◆ **How to complete this task**
Go through the data below. Pull out every line that has the word "Falls".
*** Opening of Material supplied ***
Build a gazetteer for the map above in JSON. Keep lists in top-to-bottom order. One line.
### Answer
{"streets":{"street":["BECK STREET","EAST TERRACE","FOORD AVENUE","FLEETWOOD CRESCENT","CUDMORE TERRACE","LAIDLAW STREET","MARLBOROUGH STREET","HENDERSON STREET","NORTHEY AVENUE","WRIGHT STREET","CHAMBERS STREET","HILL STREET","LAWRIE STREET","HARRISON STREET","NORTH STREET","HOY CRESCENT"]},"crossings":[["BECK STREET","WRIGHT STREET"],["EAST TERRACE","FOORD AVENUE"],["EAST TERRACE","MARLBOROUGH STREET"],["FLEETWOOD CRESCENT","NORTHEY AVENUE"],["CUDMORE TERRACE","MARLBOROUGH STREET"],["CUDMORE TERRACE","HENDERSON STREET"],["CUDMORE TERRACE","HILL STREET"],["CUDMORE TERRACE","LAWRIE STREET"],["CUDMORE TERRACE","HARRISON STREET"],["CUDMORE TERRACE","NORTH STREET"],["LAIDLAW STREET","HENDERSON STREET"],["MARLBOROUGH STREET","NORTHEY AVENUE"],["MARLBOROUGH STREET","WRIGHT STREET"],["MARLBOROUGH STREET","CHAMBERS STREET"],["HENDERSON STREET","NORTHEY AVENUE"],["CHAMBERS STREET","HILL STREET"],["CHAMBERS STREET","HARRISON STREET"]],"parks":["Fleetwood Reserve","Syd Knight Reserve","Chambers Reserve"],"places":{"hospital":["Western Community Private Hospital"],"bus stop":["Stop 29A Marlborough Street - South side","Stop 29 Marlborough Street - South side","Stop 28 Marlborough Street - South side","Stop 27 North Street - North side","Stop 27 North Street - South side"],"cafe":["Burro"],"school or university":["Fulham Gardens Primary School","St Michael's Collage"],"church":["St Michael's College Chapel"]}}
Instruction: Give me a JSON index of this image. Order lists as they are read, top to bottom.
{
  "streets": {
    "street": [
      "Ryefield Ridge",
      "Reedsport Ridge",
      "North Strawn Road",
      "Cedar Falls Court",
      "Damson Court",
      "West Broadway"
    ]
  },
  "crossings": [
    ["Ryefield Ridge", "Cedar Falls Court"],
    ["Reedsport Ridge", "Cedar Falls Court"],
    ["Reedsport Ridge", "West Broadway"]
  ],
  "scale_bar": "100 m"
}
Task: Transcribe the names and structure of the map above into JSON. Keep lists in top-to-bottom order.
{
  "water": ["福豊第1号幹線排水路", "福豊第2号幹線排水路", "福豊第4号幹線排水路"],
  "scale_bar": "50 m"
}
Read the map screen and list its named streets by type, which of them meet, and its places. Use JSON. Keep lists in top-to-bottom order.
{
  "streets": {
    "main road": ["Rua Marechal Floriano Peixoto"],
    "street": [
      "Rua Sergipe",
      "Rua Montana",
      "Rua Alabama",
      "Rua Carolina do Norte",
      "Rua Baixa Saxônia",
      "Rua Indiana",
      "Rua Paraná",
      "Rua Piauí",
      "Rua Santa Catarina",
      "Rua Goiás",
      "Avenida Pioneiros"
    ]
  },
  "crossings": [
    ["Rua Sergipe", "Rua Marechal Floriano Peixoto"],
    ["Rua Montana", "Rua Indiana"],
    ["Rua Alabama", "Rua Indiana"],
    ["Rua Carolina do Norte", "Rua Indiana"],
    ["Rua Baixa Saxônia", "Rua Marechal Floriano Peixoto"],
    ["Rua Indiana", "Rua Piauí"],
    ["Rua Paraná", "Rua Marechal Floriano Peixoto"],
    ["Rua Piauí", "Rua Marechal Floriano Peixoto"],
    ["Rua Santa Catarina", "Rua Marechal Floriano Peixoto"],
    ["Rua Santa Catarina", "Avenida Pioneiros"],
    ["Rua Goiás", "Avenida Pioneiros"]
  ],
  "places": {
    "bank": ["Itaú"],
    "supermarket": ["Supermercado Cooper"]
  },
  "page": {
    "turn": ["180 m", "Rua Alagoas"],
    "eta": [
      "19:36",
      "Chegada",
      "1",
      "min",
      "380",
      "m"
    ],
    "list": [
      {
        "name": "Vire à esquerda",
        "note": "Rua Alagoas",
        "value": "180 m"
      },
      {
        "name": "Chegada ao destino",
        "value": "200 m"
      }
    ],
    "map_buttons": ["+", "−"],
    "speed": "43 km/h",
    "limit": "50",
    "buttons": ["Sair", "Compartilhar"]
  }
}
*** Close of Material supplied ***
◆ **Result for this exercise**
      "Cedar Falls Court",
    ["Ryefield Ridge", "Cedar Falls Court"],
    ["Reedsport Ridge", "Cedar Falls Court"],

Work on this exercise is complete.